* Available data:
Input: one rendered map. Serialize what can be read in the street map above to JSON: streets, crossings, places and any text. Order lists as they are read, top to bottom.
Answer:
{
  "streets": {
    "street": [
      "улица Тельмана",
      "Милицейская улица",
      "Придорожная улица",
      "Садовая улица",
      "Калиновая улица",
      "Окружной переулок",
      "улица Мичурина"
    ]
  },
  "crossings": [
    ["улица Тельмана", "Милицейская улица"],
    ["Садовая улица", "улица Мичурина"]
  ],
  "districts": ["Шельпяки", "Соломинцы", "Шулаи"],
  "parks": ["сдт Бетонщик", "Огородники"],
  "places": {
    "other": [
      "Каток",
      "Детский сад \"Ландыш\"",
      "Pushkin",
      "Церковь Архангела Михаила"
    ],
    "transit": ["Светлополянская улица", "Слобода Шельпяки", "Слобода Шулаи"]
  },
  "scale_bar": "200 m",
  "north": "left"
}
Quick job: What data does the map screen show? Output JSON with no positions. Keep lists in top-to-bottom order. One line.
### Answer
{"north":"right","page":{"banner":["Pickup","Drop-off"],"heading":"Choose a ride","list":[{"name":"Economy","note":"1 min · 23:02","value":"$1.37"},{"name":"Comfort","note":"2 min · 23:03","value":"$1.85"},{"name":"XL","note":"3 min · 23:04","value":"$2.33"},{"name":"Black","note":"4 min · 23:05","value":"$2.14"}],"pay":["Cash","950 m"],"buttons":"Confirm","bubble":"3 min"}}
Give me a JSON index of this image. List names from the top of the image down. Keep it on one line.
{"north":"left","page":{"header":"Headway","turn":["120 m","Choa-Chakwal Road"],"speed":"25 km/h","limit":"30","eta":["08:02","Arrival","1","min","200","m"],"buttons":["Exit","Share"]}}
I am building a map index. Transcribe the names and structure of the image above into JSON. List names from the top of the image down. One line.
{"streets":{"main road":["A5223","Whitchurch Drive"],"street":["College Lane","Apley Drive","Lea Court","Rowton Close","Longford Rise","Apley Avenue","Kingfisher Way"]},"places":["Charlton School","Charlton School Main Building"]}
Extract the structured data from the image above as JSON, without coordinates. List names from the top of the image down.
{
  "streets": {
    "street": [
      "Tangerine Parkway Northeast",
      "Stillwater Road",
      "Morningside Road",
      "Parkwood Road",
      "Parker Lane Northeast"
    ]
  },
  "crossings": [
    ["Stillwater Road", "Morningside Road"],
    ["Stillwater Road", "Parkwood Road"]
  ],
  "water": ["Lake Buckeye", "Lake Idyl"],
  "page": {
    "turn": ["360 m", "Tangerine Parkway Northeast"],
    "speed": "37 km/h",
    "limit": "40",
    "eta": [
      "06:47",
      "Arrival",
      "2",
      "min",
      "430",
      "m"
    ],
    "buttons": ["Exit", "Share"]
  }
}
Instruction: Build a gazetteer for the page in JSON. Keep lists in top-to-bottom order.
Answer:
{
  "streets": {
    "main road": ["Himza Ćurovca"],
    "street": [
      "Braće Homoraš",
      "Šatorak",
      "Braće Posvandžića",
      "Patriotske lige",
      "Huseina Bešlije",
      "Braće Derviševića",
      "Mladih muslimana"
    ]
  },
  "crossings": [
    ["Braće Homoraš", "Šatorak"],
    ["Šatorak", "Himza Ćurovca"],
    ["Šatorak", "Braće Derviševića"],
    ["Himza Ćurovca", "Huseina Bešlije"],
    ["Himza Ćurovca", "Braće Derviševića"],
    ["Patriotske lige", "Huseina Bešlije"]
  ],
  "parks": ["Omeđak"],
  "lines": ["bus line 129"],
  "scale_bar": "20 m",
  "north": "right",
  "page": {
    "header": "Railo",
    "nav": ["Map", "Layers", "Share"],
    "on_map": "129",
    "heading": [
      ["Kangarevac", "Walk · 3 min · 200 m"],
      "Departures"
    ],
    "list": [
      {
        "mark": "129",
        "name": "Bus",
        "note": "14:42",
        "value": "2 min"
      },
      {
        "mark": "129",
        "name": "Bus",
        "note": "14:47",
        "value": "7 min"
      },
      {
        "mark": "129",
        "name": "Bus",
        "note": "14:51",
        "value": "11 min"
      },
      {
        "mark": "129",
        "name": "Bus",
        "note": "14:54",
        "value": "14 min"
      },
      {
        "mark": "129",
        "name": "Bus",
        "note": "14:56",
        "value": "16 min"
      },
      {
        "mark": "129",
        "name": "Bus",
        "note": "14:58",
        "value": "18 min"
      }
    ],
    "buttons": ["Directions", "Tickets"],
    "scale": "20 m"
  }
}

* What you need to do: Once you have checked every line of the material above, return the ones that hold the string "lists".

* Reply to the task:
Input: one rendered map. Serialize what can be read in the street map above to JSON: streets, crossings, places and any text. Order lists as they are read, top to bottom.
Quick job: What data does the map screen show? Output JSON with no positions. Keep lists in top-to-bottom order. One line.
Instruction: Build a gazetteer for the page in JSON. Keep lists in top-to-bottom order.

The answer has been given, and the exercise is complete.